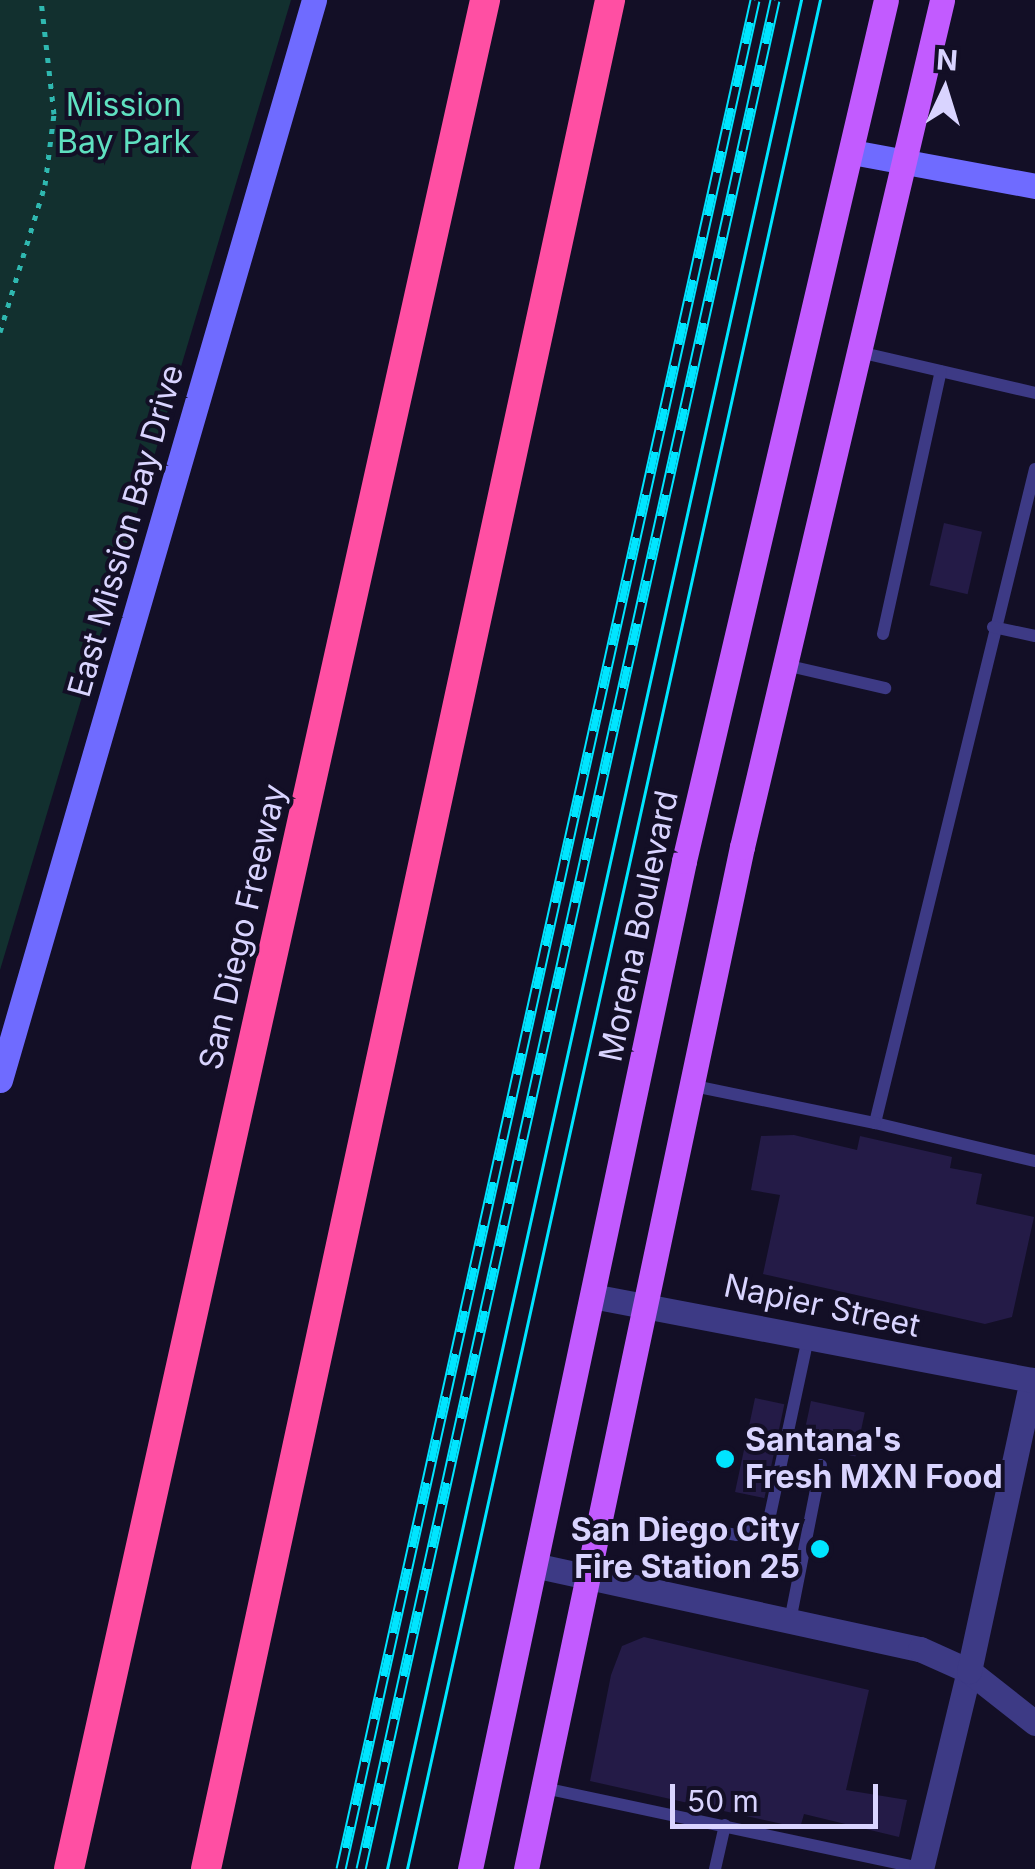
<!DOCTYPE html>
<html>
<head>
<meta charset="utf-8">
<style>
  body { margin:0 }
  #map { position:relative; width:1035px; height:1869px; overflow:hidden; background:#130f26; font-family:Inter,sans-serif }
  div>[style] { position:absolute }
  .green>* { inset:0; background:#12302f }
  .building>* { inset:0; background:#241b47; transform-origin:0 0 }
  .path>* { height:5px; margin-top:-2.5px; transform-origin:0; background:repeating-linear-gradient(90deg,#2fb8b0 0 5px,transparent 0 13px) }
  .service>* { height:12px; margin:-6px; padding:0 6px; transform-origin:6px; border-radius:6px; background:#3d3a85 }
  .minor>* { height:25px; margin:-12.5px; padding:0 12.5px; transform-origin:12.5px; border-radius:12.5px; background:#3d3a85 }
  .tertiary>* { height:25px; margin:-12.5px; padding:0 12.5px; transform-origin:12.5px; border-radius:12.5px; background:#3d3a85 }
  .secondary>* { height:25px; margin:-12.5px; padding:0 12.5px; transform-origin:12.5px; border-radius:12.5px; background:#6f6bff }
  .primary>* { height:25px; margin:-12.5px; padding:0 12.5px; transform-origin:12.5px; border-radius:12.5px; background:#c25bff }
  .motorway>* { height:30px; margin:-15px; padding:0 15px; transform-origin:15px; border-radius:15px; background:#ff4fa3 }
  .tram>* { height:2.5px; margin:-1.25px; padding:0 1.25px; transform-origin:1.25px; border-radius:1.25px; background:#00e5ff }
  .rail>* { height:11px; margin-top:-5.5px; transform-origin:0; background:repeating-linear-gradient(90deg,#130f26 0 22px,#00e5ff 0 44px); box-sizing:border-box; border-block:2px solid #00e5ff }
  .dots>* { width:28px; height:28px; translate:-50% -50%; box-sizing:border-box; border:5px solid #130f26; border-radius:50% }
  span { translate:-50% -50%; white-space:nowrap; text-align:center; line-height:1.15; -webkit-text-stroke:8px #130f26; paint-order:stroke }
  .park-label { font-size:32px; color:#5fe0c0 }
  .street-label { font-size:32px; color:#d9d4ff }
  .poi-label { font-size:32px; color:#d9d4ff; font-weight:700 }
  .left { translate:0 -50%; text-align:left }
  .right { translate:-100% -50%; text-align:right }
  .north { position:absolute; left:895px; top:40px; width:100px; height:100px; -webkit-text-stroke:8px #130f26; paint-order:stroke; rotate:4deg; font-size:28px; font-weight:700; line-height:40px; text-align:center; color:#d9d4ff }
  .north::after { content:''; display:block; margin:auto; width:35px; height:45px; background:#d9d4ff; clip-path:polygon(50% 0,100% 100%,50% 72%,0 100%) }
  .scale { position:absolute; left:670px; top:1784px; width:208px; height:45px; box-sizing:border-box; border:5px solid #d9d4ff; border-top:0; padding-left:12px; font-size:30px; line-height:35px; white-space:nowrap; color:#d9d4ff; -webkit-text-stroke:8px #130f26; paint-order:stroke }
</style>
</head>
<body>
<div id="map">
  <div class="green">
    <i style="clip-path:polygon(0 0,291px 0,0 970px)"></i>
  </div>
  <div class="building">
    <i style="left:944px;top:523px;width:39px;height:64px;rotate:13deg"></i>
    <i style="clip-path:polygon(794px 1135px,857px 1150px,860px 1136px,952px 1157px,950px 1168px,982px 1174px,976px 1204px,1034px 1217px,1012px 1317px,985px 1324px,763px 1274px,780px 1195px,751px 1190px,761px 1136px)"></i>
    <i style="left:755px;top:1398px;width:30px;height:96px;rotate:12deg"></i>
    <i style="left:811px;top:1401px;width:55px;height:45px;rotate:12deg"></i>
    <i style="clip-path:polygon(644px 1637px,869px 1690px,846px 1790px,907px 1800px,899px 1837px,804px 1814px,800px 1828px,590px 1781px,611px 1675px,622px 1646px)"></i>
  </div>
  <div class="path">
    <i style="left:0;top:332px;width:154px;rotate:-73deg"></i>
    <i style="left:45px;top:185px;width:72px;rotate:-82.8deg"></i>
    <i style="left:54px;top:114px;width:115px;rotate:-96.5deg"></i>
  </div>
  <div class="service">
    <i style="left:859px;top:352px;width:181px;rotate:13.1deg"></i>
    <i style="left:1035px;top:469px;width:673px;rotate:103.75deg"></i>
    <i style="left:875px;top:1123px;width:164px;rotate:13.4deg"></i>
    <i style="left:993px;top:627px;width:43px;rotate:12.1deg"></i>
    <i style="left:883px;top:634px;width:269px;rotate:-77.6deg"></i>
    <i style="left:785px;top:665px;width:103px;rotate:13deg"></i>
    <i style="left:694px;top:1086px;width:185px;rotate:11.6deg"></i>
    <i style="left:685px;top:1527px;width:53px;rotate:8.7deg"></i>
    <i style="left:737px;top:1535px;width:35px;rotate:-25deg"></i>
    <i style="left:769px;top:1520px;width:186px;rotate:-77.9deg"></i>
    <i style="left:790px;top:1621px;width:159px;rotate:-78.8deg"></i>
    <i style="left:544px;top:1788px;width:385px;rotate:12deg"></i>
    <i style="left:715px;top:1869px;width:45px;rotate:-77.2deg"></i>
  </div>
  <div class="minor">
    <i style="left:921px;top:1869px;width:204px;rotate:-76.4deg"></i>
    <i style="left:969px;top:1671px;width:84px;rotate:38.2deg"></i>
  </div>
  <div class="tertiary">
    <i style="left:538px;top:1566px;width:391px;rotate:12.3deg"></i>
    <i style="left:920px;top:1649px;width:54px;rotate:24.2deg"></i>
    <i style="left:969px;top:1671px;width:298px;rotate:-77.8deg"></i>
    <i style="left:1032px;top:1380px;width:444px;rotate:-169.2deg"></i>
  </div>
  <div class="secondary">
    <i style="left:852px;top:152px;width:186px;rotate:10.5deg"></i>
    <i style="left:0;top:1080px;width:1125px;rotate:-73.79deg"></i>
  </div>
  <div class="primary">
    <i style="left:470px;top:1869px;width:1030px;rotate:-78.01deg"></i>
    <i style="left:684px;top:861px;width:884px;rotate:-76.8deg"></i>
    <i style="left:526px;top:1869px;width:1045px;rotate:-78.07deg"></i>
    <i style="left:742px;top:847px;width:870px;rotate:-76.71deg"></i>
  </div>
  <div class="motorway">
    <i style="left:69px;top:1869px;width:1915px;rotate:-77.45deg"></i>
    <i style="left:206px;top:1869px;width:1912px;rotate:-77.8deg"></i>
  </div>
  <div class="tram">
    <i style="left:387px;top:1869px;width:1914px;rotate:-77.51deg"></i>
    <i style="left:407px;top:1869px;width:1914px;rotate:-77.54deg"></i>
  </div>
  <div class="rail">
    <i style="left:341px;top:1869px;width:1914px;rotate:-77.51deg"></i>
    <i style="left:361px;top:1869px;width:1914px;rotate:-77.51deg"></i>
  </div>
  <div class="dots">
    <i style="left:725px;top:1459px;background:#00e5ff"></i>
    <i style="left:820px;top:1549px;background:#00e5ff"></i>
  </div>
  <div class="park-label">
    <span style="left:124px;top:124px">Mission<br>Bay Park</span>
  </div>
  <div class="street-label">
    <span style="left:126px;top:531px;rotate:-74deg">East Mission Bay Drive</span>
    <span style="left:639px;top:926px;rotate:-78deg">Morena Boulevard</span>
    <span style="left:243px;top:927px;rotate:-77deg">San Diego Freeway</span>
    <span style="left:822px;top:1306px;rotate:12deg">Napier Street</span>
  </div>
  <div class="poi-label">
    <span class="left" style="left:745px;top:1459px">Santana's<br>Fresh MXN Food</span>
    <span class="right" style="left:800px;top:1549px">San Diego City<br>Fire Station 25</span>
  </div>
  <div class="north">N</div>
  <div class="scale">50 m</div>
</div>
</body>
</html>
□ □ □ □ □
Pictures stay out. Transcribe the lines from the start of the entries above through the line with "height:12px; margin:-6px; padding:0", exactly.

Expected answer =
<!DOCTYPE html>
<html>
<head>
<meta charset="utf-8">
<style>
  body { margin:0 }
  #map { position:relative; width:1035px; height:1869px; overflow:hidden; background:#130f26; font-family:Inter,sans-serif }
  div>[style] { position:absolute }
  .green>* { inset:0; background:#12302f }
  .building>* { inset:0; background:#241b47; transform-origin:0 0 }
  .path>* { height:5px; margin-top:-2.5px; transform-origin:0; background:repeating-linear-gradient(90deg,#2fb8b0 0 5px,transparent 0 13px) }
  .service>* { height:12px; margin:-6px; padding:0 6px; transform-origin:6px; border-radius:6px; background:#3d3a85 }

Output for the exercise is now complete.